• Exercise details: From the data below, copy out every line in which the word "Malkajagiri" occurs.

• Input data:

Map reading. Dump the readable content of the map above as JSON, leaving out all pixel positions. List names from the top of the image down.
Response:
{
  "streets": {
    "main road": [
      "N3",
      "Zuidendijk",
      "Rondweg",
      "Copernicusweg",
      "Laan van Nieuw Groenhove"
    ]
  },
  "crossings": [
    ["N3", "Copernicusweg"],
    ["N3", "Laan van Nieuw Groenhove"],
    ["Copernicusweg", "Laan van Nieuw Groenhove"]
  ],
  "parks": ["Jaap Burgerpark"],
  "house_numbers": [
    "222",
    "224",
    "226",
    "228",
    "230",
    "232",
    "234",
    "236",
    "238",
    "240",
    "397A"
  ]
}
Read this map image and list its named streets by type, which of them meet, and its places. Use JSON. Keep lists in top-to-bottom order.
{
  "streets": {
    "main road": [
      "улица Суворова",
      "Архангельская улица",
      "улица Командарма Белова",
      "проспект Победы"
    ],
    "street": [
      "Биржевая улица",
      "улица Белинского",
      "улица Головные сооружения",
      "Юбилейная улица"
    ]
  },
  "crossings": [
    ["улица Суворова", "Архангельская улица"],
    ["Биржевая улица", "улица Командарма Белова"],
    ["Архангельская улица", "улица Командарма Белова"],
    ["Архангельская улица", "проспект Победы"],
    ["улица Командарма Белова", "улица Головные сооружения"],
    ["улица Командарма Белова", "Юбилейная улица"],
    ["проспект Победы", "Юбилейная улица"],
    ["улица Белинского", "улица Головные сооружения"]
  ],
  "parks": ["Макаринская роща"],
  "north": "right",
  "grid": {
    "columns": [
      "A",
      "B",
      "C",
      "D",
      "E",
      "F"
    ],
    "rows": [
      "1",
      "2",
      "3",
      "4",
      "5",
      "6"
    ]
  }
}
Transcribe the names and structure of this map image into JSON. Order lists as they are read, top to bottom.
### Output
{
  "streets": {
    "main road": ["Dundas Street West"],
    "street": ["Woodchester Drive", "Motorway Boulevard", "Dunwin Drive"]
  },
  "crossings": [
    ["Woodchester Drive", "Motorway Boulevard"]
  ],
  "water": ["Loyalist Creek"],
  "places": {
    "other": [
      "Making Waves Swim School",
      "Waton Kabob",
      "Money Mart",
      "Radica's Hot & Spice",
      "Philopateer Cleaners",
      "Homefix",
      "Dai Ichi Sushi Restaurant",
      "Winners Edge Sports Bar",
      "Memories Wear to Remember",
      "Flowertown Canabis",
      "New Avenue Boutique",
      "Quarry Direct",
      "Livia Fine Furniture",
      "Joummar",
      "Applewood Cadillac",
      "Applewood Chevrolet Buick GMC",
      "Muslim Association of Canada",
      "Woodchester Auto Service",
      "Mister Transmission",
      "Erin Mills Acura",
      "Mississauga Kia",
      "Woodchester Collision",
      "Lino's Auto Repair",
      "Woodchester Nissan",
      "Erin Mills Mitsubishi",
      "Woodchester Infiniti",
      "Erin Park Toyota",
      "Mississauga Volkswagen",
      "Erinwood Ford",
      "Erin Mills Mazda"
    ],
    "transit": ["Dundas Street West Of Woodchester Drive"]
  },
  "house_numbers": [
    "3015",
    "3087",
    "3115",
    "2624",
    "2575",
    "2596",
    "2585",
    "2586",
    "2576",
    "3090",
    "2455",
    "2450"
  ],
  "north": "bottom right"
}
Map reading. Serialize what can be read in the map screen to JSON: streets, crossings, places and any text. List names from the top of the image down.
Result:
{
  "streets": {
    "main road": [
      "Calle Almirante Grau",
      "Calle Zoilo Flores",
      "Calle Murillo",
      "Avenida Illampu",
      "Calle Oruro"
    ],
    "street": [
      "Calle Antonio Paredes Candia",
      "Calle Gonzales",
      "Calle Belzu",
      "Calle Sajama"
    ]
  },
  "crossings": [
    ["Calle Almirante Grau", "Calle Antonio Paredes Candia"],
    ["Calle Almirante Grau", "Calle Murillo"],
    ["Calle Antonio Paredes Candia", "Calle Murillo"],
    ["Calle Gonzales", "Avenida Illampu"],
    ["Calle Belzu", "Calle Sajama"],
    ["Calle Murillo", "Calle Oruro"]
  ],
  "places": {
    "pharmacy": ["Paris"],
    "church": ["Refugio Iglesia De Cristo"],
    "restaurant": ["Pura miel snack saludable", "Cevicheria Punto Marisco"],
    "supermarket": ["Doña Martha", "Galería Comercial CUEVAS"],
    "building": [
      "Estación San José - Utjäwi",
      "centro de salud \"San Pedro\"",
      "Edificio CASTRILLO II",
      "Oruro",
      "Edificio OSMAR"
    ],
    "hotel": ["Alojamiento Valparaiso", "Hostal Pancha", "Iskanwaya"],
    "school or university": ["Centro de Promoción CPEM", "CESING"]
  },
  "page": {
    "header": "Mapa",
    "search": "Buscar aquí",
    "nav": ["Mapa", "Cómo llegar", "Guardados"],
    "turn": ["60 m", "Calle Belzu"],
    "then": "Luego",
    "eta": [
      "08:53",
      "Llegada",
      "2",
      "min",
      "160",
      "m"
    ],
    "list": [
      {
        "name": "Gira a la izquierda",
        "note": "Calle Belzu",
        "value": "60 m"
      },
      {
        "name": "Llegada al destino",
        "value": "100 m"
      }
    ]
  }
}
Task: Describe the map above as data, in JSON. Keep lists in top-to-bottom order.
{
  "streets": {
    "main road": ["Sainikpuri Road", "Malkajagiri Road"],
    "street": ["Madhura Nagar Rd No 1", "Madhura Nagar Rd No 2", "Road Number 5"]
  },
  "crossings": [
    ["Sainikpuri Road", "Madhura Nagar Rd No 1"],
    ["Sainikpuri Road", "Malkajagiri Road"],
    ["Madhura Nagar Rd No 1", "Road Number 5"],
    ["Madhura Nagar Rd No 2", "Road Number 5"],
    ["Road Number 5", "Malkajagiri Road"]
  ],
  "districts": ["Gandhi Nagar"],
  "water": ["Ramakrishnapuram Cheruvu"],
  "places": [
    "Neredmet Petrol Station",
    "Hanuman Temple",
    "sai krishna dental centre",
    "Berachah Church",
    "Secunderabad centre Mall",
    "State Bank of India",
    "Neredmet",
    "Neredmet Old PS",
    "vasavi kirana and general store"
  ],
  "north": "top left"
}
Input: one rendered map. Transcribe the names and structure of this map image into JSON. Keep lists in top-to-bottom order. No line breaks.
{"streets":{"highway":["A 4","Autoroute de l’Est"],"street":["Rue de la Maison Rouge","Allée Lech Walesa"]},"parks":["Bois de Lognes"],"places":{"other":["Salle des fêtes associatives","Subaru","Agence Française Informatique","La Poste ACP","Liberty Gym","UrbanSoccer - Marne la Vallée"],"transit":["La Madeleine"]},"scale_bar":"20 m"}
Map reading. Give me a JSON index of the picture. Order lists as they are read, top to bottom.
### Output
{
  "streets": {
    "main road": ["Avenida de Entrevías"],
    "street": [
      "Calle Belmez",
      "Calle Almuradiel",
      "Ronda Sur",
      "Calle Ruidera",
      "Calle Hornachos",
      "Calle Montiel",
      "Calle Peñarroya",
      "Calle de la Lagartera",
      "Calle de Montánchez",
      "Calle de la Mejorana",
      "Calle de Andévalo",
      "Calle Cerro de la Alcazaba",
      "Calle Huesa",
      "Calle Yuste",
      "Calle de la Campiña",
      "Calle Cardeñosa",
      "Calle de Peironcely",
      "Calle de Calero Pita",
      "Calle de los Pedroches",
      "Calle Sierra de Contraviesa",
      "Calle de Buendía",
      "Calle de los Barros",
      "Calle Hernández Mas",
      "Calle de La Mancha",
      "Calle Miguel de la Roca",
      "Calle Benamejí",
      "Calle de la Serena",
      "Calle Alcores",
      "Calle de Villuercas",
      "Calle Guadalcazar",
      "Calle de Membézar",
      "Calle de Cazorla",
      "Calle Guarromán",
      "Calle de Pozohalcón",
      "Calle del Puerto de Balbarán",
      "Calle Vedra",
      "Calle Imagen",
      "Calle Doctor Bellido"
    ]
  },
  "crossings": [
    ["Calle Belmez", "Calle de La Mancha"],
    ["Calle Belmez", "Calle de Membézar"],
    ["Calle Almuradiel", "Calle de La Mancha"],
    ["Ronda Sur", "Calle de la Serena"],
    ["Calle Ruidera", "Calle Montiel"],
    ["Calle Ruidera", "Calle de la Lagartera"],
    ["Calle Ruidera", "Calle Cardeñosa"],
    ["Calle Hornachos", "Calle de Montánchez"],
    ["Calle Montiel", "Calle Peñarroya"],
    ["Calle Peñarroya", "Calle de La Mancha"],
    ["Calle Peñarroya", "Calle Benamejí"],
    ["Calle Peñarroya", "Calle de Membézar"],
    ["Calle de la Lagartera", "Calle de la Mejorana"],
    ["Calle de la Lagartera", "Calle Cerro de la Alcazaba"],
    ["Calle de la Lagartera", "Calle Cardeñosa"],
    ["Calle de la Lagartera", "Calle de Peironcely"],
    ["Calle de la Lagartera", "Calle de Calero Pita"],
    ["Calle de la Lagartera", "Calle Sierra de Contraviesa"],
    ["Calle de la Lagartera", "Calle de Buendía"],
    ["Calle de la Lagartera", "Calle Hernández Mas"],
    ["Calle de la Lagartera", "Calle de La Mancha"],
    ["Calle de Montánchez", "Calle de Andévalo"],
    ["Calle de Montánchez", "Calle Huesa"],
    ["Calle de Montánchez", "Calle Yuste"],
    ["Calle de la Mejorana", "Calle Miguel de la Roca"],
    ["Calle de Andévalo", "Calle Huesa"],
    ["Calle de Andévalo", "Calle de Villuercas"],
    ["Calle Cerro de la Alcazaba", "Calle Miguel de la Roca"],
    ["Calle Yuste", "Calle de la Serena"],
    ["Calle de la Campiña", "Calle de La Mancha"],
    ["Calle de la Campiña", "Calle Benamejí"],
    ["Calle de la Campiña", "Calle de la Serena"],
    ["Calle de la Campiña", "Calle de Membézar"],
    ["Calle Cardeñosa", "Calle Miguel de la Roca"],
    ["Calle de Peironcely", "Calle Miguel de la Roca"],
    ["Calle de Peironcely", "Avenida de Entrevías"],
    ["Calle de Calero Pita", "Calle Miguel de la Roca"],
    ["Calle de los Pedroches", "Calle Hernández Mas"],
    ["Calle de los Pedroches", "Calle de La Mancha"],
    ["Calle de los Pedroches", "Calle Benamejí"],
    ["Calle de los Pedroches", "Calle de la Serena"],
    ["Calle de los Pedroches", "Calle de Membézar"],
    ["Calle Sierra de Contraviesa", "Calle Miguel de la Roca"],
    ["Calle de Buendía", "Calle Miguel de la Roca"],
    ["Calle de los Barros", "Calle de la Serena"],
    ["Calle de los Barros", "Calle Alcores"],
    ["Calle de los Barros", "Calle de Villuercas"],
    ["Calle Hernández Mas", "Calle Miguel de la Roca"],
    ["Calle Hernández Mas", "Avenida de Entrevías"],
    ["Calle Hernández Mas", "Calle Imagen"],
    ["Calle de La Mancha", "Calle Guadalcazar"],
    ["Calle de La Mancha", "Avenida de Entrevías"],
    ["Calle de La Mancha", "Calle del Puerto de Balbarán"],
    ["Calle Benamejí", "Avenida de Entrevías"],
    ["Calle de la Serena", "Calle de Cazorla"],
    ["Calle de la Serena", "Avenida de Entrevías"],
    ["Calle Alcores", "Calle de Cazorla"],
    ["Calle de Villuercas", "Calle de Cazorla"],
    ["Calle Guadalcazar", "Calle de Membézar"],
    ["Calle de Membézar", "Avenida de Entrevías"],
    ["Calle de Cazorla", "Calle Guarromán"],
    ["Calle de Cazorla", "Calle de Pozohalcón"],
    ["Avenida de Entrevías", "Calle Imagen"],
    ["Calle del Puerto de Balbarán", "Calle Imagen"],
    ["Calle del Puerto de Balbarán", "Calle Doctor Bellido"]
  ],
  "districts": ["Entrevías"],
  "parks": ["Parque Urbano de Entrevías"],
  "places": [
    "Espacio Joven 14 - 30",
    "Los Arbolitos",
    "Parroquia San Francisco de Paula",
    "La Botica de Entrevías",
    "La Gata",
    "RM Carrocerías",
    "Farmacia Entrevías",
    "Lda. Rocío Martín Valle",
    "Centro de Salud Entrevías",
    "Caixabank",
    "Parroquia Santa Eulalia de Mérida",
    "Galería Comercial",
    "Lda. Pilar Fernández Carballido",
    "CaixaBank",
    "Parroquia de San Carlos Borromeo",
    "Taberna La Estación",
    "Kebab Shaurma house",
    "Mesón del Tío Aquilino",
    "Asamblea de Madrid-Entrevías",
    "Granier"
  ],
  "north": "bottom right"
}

• Solution for this problem:
    "main road": ["Sainikpuri Road", "Malkajagiri Road"],
    ["Sainikpuri Road", "Malkajagiri Road"],
    ["Road Number 5", "Malkajagiri Road"]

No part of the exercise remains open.